The task: The expected output is an exact restatement of all the records.

(Beginning of Data extracts)

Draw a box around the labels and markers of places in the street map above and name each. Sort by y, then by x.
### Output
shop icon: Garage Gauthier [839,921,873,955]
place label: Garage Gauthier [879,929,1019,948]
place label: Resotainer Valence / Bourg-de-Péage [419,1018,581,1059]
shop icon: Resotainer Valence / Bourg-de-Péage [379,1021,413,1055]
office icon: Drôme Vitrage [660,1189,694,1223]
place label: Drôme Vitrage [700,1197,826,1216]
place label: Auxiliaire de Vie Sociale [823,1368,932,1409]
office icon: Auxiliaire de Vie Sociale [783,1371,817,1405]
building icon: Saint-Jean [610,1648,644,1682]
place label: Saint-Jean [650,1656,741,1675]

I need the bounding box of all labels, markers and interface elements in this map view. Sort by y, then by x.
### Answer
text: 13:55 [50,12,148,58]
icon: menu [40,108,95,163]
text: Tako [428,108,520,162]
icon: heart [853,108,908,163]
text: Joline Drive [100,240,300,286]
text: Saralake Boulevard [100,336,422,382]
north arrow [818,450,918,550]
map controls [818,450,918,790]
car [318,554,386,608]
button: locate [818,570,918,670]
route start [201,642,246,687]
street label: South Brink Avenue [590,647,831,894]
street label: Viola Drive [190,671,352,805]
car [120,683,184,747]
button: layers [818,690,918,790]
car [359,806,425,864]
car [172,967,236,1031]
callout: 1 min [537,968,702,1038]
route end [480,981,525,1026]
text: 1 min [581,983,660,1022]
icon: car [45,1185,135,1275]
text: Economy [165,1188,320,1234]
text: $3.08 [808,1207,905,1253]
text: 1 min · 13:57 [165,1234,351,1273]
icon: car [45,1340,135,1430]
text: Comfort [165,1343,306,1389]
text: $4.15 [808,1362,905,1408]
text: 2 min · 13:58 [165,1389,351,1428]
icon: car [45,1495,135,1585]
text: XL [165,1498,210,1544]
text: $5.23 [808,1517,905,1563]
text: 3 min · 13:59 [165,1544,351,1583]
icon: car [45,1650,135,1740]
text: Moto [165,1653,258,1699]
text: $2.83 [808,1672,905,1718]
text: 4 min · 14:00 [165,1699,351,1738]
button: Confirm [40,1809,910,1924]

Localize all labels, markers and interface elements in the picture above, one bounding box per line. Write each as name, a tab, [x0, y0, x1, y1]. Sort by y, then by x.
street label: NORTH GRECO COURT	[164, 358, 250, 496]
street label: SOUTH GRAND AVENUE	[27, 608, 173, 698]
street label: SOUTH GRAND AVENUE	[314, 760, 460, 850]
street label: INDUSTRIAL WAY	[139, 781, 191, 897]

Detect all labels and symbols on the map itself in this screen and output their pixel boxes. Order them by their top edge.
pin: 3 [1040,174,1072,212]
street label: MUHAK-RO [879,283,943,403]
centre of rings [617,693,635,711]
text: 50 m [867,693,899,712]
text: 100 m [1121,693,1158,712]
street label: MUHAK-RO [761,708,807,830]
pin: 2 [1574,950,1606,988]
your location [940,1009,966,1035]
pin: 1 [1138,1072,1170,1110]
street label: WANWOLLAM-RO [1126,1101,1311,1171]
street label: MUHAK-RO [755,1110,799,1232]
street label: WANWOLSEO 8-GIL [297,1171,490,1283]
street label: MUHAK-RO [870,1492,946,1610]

(End of Data extracts)

Exercise solution:
Draw a box around the labels and markers of places in the street map above and name each. Sort by y, then by x.
### Output
shop icon: Garage Gauthier [839,921,873,955]
place label: Garage Gauthier [879,929,1019,948]
place label: Resotainer Valence / Bourg-de-Péage [419,1018,581,1059]
shop icon: Resotainer Valence / Bourg-de-Péage [379,1021,413,1055]
office icon: Drôme Vitrage [660,1189,694,1223]
place label: Drôme Vitrage [700,1197,826,1216]
place label: Auxiliaire de Vie Sociale [823,1368,932,1409]
office icon: Auxiliaire de Vie Sociale [783,1371,817,1405]
building icon: Saint-Jean [610,1648,644,1682]
place label: Saint-Jean [650,1656,741,1675]

I need the bounding box of all labels, markers and interface elements in this map view. Sort by y, then by x.
### Answer
text: 13:55 [50,12,148,58]
icon: menu [40,108,95,163]
text: Tako [428,108,520,162]
icon: heart [853,108,908,163]
text: Joline Drive [100,240,300,286]
text: Saralake Boulevard [100,336,422,382]
north arrow [818,450,918,550]
map controls [818,450,918,790]
car [318,554,386,608]
button: locate [818,570,918,670]
route start [201,642,246,687]
street label: South Brink Avenue [590,647,831,894]
street label: Viola Drive [190,671,352,805]
car [120,683,184,747]
button: layers [818,690,918,790]
car [359,806,425,864]
car [172,967,236,1031]
callout: 1 min [537,968,702,1038]
route end [480,981,525,1026]
text: 1 min [581,983,660,1022]
icon: car [45,1185,135,1275]
text: Economy [165,1188,320,1234]
text: $3.08 [808,1207,905,1253]
text: 1 min · 13:57 [165,1234,351,1273]
icon: car [45,1340,135,1430]
text: Comfort [165,1343,306,1389]
text: $4.15 [808,1362,905,1408]
text: 2 min · 13:58 [165,1389,351,1428]
icon: car [45,1495,135,1585]
text: XL [165,1498,210,1544]
text: $5.23 [808,1517,905,1563]
text: 3 min · 13:59 [165,1544,351,1583]
icon: car [45,1650,135,1740]
text: Moto [165,1653,258,1699]
text: $2.83 [808,1672,905,1718]
text: 4 min · 14:00 [165,1699,351,1738]
button: Confirm [40,1809,910,1924]

Localize all labels, markers and interface elements in the picture above, one bounding box per line. Write each as name, a tab, [x0, y0, x1, y1]. Sort by y, then by x.
street label: NORTH GRECO COURT	[164, 358, 250, 496]
street label: SOUTH GRAND AVENUE	[27, 608, 173, 698]
street label: SOUTH GRAND AVENUE	[314, 760, 460, 850]
street label: INDUSTRIAL WAY	[139, 781, 191, 897]

Detect all labels and symbols on the map itself in this screen and output their pixel boxes. Order them by their top edge.
pin: 3 [1040,174,1072,212]
street label: MUHAK-RO [879,283,943,403]
centre of rings [617,693,635,711]
text: 50 m [867,693,899,712]
text: 100 m [1121,693,1158,712]
street label: MUHAK-RO [761,708,807,830]
pin: 2 [1574,950,1606,988]
your location [940,1009,966,1035]
pin: 1 [1138,1072,1170,1110]
street label: WANWOLLAM-RO [1126,1101,1311,1171]
street label: MUHAK-RO [755,1110,799,1232]
street label: WANWOLSEO 8-GIL [297,1171,490,1283]
street label: MUHAK-RO [870,1492,946,1610]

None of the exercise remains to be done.